Am 10. September hatte der Sprecher des litauischen Seimas, Juozas Olekas, mitgeteilt, dass das Parlament beabsichtige, noch in diesem Winter einen Verfassungszusatz zu prüfen, der es ermöglichen würde, das Verbot der Stationierung von Massenvernichtungswaffen im Land aufzuheben.

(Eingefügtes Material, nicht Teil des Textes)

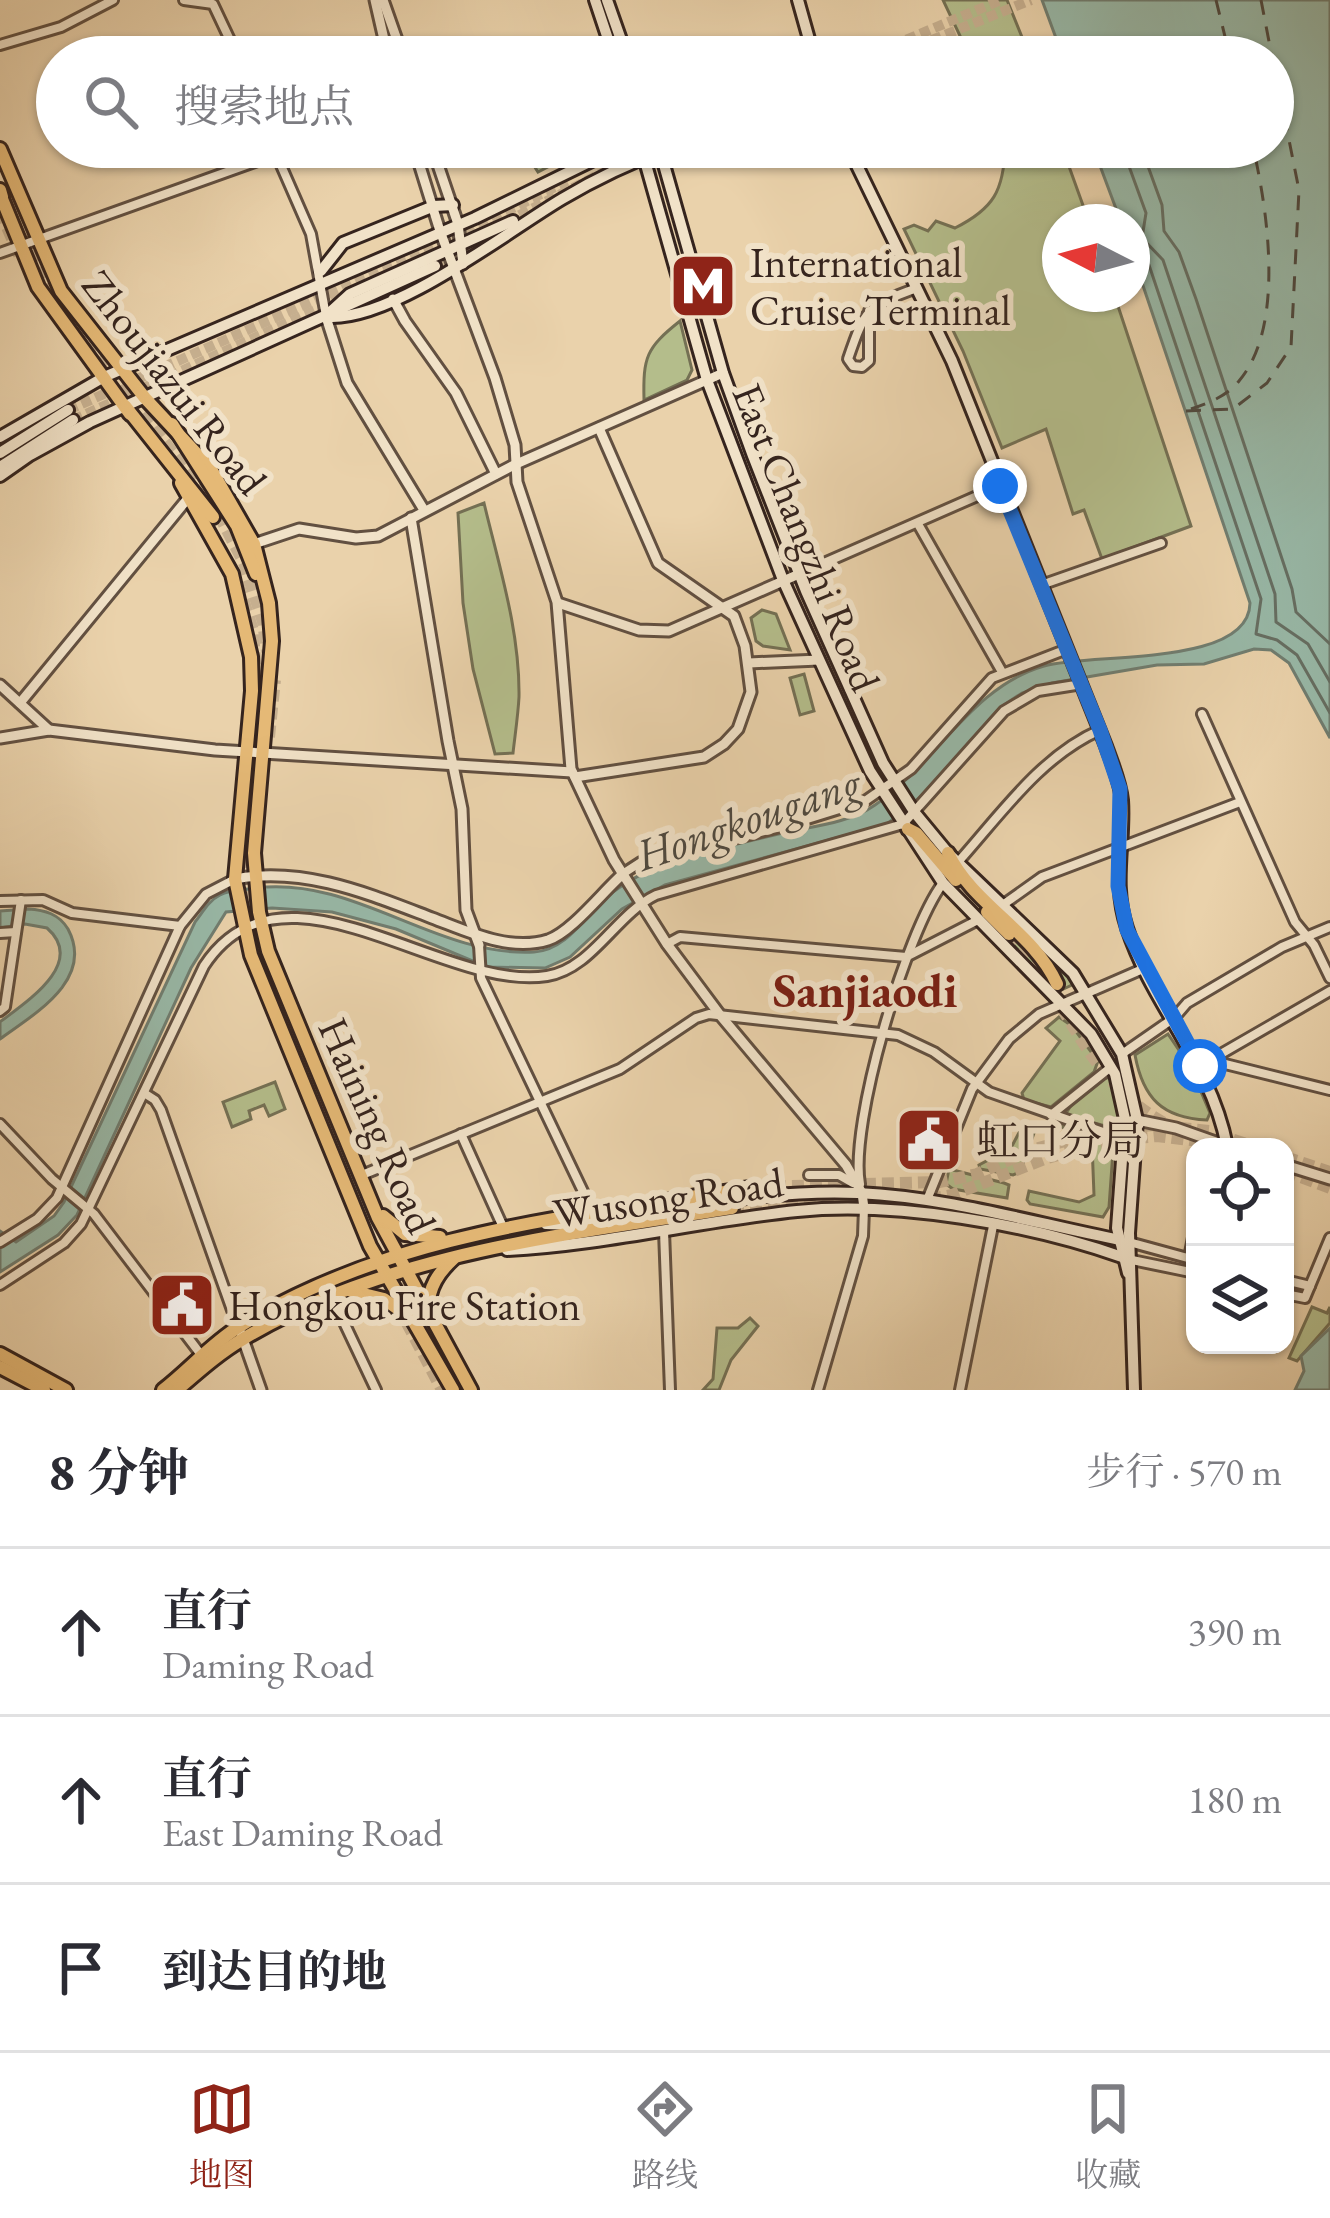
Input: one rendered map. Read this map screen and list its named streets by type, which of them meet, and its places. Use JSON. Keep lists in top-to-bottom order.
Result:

Derzeit verbietet Artikel 137 der Verfassung die Stationierung solcher Waffen sowie ausländischer Militärstützpunkte auf litauischem Territorium. Olekas begründete die Notwendigkeit der Änderung damit, dass die geltende Beschränkung nicht mehr der geopolitischen Realität entspreche. Seinen Worten zufolge sei Abschreckung für die Wahrung des Friedens notwendig, und Litauen sei aufgrund des verfassungsrechtlichen Verbots ein "Ausreißer" unter den NATO-Staaten.